>>>

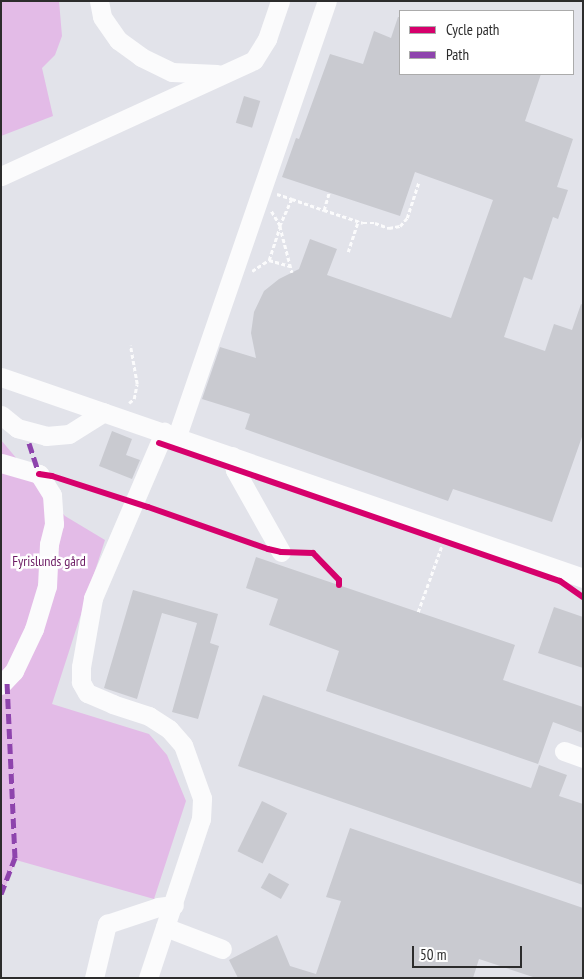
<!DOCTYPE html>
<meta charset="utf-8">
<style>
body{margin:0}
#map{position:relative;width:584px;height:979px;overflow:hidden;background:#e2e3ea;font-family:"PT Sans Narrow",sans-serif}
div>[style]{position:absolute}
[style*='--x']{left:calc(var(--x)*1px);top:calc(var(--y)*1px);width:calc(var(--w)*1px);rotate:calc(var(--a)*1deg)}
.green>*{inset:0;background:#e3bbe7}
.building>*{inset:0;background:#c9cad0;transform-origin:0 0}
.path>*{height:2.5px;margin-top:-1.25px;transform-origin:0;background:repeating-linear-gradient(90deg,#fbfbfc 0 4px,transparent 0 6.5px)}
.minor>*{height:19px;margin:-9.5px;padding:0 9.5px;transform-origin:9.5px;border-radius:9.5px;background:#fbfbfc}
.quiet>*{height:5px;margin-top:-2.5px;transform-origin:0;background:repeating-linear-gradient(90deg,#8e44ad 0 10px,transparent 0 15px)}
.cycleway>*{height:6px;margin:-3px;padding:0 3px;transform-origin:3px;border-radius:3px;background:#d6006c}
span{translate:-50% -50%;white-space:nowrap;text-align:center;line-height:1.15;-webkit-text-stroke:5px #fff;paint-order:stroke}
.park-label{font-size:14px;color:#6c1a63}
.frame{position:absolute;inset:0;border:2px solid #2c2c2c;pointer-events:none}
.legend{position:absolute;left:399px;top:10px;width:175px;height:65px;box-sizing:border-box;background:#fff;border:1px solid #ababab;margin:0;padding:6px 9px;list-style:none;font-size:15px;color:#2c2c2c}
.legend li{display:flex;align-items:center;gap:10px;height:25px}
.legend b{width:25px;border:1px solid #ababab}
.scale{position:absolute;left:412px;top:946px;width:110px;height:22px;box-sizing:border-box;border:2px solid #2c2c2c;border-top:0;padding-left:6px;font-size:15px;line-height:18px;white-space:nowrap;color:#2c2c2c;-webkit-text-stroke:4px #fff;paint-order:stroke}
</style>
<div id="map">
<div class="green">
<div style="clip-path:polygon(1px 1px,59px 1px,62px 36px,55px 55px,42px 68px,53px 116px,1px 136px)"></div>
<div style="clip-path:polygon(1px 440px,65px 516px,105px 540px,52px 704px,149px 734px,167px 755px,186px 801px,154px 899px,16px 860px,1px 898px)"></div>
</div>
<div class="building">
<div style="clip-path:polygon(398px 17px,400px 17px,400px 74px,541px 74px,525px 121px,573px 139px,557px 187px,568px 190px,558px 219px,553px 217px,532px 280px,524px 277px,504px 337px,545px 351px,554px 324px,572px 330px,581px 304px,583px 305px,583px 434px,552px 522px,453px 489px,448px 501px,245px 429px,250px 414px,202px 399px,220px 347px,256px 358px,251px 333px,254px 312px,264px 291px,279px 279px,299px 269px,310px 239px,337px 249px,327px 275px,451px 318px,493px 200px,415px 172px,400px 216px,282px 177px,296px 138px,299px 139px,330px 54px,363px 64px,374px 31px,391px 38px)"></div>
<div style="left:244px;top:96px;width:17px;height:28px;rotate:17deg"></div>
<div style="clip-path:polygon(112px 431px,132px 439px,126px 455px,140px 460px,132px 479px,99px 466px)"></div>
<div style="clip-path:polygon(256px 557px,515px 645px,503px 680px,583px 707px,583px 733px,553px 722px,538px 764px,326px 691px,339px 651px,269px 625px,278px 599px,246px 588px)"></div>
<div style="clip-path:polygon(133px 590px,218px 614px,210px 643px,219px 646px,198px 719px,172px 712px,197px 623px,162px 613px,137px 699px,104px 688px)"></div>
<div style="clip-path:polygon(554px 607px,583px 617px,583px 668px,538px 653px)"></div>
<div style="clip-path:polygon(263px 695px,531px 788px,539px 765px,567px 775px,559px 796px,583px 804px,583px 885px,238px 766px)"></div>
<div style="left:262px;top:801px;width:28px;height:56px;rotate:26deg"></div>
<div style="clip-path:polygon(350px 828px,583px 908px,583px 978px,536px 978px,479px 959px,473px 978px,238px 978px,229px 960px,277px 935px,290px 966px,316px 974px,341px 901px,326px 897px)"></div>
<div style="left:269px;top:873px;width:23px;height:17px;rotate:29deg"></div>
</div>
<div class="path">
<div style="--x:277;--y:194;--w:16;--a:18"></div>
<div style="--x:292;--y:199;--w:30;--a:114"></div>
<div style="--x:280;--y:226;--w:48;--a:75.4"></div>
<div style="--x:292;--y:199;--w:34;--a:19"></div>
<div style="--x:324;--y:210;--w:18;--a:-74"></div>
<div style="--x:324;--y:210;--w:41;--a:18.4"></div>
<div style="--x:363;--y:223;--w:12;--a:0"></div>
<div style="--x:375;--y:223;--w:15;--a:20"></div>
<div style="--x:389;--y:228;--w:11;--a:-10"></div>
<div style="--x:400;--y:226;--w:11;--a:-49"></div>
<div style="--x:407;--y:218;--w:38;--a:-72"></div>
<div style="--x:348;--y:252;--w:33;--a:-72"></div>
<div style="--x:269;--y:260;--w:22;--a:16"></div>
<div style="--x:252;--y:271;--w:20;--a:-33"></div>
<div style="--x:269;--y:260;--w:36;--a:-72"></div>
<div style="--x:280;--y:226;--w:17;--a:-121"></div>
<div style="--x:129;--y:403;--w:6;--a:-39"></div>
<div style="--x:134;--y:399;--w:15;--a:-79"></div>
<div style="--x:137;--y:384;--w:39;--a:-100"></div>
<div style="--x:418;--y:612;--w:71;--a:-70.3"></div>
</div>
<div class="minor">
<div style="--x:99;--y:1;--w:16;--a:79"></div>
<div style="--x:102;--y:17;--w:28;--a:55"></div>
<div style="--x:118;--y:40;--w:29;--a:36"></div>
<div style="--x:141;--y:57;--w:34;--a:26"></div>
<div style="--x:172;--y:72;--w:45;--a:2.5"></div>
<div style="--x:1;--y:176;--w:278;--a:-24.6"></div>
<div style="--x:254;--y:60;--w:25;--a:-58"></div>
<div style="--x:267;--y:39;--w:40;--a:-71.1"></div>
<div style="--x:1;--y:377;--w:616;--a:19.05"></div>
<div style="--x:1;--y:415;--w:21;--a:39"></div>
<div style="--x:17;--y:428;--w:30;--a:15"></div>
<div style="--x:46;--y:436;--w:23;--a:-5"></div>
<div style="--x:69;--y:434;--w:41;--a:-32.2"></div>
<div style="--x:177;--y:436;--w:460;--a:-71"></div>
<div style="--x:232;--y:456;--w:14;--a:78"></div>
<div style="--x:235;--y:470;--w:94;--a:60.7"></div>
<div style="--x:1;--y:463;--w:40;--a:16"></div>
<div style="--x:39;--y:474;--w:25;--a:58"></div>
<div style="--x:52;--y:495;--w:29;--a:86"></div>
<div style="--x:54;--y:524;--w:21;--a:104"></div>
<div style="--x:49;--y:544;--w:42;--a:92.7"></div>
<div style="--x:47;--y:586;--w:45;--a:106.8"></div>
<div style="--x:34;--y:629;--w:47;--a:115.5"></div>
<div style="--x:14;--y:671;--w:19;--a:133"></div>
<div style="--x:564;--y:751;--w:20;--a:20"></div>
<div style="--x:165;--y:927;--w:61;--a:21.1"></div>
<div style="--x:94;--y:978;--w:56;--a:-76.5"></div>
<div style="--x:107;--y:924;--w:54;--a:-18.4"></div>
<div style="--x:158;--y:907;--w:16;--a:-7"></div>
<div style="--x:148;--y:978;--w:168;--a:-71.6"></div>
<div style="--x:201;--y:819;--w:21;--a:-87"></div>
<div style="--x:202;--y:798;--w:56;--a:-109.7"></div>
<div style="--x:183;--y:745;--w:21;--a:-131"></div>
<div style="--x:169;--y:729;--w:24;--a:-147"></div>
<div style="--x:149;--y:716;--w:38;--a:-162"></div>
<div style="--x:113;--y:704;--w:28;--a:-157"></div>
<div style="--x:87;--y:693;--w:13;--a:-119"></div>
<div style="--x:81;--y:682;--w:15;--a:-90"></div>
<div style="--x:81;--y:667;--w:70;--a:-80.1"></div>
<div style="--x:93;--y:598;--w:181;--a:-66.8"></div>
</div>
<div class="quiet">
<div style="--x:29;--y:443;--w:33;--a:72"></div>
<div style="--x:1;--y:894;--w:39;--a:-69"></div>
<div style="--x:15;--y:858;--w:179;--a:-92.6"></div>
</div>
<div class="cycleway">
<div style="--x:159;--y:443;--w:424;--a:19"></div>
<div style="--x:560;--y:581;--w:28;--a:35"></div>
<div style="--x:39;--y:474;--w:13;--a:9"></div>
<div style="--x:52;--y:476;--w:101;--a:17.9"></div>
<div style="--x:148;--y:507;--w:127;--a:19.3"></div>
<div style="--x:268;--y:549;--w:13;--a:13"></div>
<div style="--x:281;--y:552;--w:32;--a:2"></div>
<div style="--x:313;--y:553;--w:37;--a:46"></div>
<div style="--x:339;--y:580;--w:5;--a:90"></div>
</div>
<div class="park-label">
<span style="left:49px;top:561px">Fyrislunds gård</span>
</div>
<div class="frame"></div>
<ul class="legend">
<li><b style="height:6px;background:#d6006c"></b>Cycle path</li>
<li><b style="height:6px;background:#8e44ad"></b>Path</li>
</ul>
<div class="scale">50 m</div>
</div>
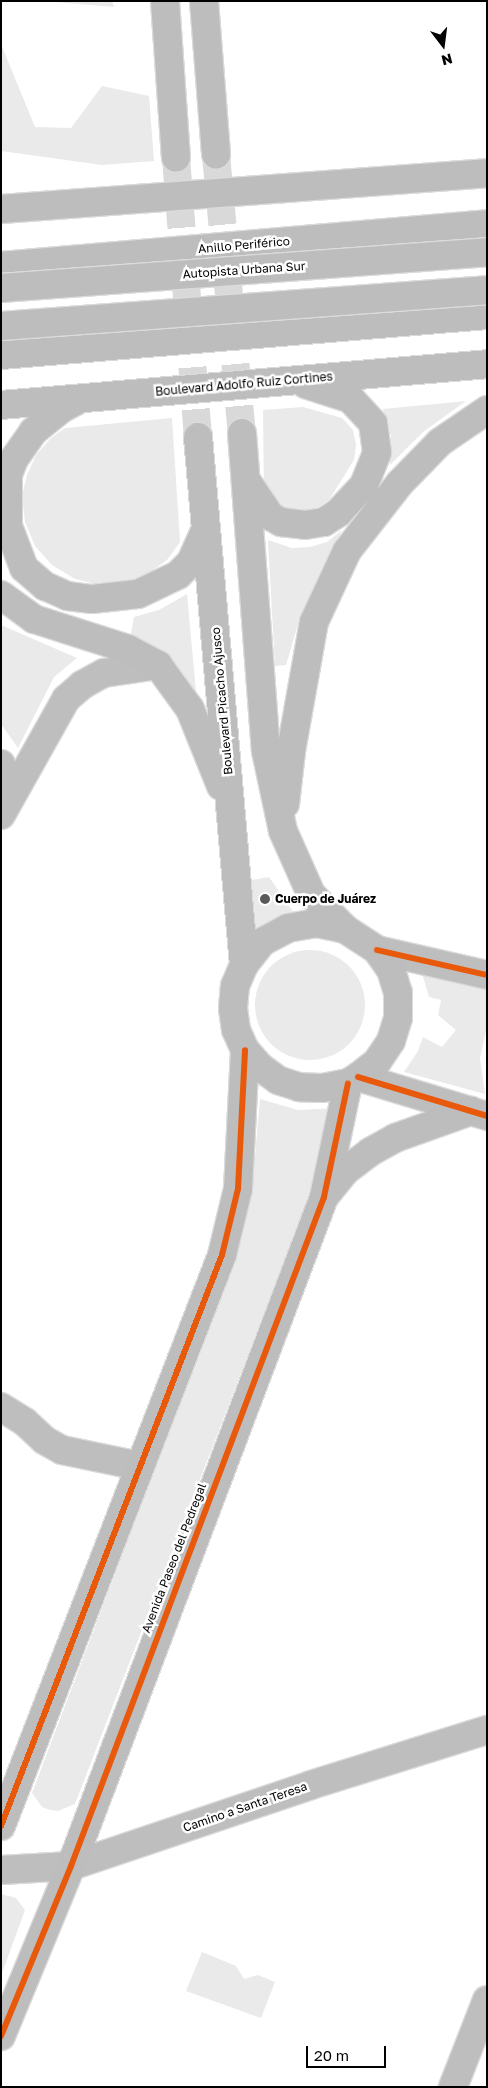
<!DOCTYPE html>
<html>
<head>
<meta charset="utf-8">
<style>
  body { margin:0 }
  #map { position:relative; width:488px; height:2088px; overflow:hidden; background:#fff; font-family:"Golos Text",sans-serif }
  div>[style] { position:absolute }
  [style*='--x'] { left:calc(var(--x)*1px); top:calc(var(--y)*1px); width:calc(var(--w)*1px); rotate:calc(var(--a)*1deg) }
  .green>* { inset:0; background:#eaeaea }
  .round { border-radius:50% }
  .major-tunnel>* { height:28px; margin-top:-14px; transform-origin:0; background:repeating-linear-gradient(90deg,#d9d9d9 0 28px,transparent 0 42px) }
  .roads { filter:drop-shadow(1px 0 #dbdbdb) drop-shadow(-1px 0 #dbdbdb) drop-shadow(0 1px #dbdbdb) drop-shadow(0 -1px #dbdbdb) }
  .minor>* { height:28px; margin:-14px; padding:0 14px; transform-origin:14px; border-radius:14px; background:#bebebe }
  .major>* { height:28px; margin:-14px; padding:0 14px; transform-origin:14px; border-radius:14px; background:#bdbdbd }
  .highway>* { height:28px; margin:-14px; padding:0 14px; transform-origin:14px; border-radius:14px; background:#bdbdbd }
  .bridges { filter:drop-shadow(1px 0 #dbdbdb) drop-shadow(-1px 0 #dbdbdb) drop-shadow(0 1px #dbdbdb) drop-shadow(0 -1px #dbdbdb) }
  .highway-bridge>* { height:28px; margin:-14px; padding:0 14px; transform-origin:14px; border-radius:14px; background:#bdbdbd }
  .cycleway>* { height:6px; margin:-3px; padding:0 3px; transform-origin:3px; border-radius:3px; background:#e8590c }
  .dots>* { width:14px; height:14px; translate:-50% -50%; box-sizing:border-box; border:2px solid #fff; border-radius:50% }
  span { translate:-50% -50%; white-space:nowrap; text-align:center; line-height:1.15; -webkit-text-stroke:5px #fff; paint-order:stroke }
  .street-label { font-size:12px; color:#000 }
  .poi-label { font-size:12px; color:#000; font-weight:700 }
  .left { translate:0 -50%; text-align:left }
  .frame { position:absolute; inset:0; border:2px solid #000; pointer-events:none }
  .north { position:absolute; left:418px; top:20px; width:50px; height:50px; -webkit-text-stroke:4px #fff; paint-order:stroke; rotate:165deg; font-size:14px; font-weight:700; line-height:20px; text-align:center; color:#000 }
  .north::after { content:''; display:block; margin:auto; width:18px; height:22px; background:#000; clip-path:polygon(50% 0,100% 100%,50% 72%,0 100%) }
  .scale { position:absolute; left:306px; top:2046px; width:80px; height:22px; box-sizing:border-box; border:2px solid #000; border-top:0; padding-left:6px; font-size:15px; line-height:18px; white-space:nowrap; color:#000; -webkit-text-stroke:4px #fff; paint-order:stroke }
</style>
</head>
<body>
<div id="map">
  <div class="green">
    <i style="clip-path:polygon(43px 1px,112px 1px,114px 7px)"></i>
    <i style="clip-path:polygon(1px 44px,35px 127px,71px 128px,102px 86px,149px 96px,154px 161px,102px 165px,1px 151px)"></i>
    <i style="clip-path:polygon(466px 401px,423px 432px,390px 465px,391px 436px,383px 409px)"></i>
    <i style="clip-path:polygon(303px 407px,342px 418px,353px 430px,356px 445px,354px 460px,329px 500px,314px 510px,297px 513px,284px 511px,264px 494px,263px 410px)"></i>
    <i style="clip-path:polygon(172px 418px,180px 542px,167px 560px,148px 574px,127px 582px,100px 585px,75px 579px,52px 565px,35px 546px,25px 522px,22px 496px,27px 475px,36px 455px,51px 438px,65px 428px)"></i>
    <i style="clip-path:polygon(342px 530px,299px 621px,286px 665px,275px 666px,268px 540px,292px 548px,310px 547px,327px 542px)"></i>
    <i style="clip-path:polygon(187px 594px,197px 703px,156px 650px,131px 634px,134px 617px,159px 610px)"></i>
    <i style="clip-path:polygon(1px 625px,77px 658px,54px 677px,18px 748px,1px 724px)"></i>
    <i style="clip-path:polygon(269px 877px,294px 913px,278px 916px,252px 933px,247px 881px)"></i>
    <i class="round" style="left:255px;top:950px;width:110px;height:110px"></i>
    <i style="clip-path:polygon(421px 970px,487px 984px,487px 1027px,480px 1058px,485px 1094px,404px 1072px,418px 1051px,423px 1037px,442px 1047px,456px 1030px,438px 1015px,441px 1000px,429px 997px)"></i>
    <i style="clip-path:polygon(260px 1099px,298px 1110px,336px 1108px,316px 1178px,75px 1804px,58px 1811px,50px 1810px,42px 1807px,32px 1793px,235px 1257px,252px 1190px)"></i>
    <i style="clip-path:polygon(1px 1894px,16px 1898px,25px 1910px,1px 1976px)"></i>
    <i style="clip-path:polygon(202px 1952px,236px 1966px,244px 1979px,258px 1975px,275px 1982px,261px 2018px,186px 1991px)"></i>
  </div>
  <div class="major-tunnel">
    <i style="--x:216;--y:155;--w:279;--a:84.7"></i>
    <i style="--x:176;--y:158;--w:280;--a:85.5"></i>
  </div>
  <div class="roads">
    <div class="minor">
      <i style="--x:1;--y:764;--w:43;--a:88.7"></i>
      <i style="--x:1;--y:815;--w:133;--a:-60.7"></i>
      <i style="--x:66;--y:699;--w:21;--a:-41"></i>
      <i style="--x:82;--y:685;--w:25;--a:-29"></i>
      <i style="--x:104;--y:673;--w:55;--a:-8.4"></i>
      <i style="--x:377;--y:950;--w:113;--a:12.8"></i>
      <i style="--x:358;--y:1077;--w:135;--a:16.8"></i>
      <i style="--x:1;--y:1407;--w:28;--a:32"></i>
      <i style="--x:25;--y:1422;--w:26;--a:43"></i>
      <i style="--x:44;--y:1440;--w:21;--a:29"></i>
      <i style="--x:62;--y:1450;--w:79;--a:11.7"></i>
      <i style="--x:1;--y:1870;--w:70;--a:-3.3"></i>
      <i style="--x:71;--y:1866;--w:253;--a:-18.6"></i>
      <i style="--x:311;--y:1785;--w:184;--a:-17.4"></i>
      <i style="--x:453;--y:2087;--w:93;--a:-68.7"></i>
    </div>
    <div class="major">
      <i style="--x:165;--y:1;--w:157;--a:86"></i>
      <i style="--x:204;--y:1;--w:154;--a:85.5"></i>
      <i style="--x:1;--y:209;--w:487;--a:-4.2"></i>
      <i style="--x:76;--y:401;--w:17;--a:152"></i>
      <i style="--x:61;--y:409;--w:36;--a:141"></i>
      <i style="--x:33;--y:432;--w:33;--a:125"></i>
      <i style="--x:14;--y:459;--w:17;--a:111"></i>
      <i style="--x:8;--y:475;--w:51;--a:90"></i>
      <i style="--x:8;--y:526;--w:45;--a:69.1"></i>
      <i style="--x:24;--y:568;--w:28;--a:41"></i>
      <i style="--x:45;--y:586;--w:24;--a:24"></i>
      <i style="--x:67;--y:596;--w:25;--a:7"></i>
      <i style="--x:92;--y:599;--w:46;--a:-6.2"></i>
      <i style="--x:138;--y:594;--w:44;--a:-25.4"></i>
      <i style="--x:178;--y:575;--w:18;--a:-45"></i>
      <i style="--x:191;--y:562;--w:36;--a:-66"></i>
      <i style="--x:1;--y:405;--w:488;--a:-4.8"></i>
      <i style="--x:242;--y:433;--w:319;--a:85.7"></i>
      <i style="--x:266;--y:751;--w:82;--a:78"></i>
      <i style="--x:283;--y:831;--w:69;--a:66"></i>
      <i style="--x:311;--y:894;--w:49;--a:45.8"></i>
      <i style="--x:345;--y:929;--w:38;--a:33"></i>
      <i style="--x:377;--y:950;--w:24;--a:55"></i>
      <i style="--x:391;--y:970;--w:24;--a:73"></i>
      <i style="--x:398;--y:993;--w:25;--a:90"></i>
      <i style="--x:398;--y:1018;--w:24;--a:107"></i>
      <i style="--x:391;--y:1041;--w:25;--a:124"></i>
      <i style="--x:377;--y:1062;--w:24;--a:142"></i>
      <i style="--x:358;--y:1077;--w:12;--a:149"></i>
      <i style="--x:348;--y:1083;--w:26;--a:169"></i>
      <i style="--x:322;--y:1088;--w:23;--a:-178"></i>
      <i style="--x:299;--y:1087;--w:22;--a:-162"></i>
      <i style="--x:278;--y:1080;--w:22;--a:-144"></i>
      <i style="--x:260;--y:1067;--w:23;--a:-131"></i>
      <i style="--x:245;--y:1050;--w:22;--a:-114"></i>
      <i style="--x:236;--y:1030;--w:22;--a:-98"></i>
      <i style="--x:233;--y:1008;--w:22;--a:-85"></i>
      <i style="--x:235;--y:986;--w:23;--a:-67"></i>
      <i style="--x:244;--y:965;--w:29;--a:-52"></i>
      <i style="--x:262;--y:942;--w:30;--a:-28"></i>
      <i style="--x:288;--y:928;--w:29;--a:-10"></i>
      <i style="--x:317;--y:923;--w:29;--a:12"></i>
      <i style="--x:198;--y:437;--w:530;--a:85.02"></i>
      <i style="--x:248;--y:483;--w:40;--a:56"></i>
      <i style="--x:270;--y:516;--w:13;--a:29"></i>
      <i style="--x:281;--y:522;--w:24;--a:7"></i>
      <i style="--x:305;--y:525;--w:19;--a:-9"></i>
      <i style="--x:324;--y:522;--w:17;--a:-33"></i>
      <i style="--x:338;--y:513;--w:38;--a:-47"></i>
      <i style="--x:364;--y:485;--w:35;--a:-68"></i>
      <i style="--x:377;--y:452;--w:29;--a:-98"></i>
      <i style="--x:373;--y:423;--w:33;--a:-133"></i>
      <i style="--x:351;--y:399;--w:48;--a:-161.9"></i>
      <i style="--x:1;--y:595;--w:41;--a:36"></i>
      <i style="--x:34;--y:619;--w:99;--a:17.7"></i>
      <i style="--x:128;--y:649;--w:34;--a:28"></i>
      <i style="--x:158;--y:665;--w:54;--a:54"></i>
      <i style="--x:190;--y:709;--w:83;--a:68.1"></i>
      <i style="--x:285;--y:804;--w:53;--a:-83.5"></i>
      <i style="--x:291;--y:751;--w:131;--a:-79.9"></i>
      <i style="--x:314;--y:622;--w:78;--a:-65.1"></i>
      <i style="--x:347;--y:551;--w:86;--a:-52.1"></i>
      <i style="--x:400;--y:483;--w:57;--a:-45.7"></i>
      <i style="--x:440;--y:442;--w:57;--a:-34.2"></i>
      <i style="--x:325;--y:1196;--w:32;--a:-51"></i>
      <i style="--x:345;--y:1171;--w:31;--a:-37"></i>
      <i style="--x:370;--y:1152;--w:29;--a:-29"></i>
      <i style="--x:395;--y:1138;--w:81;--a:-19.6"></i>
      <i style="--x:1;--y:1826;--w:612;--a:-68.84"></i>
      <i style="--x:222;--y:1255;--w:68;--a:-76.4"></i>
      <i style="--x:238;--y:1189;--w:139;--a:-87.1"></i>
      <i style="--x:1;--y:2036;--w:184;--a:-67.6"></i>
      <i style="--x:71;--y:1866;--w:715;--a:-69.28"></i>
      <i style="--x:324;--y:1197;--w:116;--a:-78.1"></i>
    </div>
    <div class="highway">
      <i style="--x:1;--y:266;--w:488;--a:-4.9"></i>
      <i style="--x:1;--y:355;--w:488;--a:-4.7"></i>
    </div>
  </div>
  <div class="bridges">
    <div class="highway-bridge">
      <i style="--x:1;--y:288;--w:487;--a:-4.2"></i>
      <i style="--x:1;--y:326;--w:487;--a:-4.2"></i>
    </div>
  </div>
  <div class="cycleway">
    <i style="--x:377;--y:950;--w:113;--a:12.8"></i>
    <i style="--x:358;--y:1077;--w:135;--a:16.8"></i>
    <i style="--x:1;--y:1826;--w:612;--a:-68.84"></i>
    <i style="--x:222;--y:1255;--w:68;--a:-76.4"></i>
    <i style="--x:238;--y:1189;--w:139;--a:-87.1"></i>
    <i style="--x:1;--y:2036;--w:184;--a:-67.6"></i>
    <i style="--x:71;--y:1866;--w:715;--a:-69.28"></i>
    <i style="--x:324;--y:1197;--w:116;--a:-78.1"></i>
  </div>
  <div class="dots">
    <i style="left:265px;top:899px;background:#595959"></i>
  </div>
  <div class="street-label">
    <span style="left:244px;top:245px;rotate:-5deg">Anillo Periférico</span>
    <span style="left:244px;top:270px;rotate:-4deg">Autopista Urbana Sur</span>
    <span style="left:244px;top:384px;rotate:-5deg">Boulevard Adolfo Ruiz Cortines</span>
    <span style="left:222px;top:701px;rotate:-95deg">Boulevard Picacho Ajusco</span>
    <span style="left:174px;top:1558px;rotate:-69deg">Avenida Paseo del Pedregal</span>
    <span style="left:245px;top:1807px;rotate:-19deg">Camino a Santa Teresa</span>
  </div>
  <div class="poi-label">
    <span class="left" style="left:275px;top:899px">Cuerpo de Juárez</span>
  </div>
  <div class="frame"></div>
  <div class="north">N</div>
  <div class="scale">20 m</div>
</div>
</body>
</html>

<<<

Looking at the material above, please state how many lines include the string "calc", and give only that number.

• **Result of this exercise**
2